EXERCISE INSTRUCTIONS -
Every line that contains "FinanzPunkt" must be located and copied from the data.

** Opening DATASET block **

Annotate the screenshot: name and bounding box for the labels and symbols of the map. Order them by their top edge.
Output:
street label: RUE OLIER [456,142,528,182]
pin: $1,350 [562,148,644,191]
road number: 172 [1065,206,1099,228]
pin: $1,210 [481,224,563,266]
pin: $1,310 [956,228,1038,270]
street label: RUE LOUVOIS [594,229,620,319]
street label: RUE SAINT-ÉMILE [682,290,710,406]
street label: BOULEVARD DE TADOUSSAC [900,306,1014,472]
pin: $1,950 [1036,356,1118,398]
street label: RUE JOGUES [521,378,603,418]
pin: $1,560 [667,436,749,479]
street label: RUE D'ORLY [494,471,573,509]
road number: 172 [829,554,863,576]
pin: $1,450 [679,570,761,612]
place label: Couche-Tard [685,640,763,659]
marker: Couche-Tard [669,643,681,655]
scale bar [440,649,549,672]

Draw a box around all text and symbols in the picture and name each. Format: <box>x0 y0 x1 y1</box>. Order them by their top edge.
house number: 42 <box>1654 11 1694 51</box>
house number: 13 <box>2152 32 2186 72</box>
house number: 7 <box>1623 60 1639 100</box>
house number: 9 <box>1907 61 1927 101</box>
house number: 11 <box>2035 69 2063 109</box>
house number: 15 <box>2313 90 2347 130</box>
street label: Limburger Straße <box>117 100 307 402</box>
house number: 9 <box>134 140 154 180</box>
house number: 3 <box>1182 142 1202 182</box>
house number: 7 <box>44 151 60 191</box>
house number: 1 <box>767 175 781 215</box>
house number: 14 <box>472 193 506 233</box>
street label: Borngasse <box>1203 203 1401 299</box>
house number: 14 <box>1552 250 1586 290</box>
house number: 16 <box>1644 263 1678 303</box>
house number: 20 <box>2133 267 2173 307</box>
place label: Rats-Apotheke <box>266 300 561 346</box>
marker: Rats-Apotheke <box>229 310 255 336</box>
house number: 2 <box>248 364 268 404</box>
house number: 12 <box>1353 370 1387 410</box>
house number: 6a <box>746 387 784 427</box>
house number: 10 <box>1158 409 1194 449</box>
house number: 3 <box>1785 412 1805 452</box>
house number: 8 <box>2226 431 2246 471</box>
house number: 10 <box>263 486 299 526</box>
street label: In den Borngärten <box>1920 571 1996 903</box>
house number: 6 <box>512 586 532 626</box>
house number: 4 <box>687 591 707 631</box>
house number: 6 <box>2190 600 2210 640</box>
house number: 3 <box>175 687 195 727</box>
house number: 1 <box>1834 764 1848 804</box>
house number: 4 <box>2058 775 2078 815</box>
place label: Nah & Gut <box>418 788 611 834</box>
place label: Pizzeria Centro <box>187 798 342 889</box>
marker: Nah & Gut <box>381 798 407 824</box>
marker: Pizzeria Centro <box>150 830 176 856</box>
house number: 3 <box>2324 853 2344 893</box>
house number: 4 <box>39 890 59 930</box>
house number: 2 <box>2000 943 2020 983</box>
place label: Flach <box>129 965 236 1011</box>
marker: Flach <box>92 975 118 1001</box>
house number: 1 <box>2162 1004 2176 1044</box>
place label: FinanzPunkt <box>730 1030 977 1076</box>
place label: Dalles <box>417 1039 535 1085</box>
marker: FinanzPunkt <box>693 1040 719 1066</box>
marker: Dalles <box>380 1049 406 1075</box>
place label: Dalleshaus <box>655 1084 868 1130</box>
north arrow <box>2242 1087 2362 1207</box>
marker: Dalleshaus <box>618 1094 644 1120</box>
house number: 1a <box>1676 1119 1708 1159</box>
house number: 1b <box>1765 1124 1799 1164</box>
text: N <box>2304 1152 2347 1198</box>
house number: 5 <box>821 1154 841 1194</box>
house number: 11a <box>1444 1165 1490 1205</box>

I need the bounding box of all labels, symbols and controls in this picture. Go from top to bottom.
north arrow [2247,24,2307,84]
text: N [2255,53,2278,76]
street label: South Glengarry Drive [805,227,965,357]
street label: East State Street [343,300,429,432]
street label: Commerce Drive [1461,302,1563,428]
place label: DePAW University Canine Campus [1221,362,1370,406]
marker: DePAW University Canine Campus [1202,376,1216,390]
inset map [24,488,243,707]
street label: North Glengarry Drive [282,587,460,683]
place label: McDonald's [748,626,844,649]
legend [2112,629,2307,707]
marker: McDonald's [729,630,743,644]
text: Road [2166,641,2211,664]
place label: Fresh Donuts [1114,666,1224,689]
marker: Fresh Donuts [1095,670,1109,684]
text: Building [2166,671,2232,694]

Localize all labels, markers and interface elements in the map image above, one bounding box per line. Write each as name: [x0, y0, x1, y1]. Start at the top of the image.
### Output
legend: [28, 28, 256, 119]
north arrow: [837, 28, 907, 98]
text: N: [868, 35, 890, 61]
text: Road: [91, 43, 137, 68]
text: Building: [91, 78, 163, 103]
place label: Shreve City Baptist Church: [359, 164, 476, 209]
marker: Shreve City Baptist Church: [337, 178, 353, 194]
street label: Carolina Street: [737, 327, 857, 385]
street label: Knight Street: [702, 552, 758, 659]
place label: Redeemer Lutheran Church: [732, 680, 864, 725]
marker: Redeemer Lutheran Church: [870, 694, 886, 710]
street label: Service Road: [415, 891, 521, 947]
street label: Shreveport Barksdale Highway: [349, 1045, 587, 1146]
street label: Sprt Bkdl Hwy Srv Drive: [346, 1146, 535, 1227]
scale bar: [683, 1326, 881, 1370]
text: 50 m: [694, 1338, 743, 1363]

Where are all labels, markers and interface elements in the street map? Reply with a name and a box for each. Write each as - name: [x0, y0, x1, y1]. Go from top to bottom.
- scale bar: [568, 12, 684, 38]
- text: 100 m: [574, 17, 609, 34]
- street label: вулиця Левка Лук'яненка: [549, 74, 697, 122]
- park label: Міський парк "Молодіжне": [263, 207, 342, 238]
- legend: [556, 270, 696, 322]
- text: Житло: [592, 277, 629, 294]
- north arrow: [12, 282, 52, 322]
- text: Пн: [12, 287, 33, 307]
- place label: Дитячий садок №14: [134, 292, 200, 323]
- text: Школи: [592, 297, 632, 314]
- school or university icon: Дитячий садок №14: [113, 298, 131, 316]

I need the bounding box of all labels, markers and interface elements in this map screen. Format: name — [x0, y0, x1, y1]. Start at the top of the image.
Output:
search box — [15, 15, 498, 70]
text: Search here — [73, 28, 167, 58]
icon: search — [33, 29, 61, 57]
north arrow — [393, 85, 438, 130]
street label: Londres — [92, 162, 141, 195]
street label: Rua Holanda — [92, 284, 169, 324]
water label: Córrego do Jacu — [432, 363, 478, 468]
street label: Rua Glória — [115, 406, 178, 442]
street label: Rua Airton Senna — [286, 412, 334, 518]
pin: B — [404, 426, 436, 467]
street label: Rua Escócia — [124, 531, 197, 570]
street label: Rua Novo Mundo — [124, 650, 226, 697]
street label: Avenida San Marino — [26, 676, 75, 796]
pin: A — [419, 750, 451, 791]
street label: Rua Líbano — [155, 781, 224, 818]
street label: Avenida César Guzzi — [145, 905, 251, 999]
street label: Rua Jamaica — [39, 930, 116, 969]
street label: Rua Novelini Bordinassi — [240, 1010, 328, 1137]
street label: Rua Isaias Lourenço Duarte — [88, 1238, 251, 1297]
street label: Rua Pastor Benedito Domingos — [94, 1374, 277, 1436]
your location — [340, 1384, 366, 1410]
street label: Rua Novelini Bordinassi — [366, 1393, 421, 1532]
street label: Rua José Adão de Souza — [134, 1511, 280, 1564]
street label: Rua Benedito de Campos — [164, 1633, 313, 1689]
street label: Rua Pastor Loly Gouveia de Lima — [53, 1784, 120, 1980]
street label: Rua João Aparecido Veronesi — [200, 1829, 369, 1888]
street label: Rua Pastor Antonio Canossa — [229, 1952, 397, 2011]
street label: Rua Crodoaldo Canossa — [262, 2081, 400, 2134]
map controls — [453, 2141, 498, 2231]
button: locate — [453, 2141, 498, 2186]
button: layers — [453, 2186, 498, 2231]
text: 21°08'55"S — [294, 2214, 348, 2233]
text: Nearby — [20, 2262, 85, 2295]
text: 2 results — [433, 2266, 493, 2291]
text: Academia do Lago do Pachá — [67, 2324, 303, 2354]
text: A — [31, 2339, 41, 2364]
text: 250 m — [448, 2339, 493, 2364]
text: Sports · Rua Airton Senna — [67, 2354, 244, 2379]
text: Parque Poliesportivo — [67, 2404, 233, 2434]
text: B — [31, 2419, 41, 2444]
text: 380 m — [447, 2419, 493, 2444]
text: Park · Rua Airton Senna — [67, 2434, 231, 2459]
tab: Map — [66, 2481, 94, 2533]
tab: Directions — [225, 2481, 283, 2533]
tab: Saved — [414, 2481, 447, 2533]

** Closing DATASET block **

ANSWER TO THE PROBLEM -
place label: FinanzPunkt <box>730 1030 977 1076</box>
marker: FinanzPunkt <box>693 1040 719 1066</box>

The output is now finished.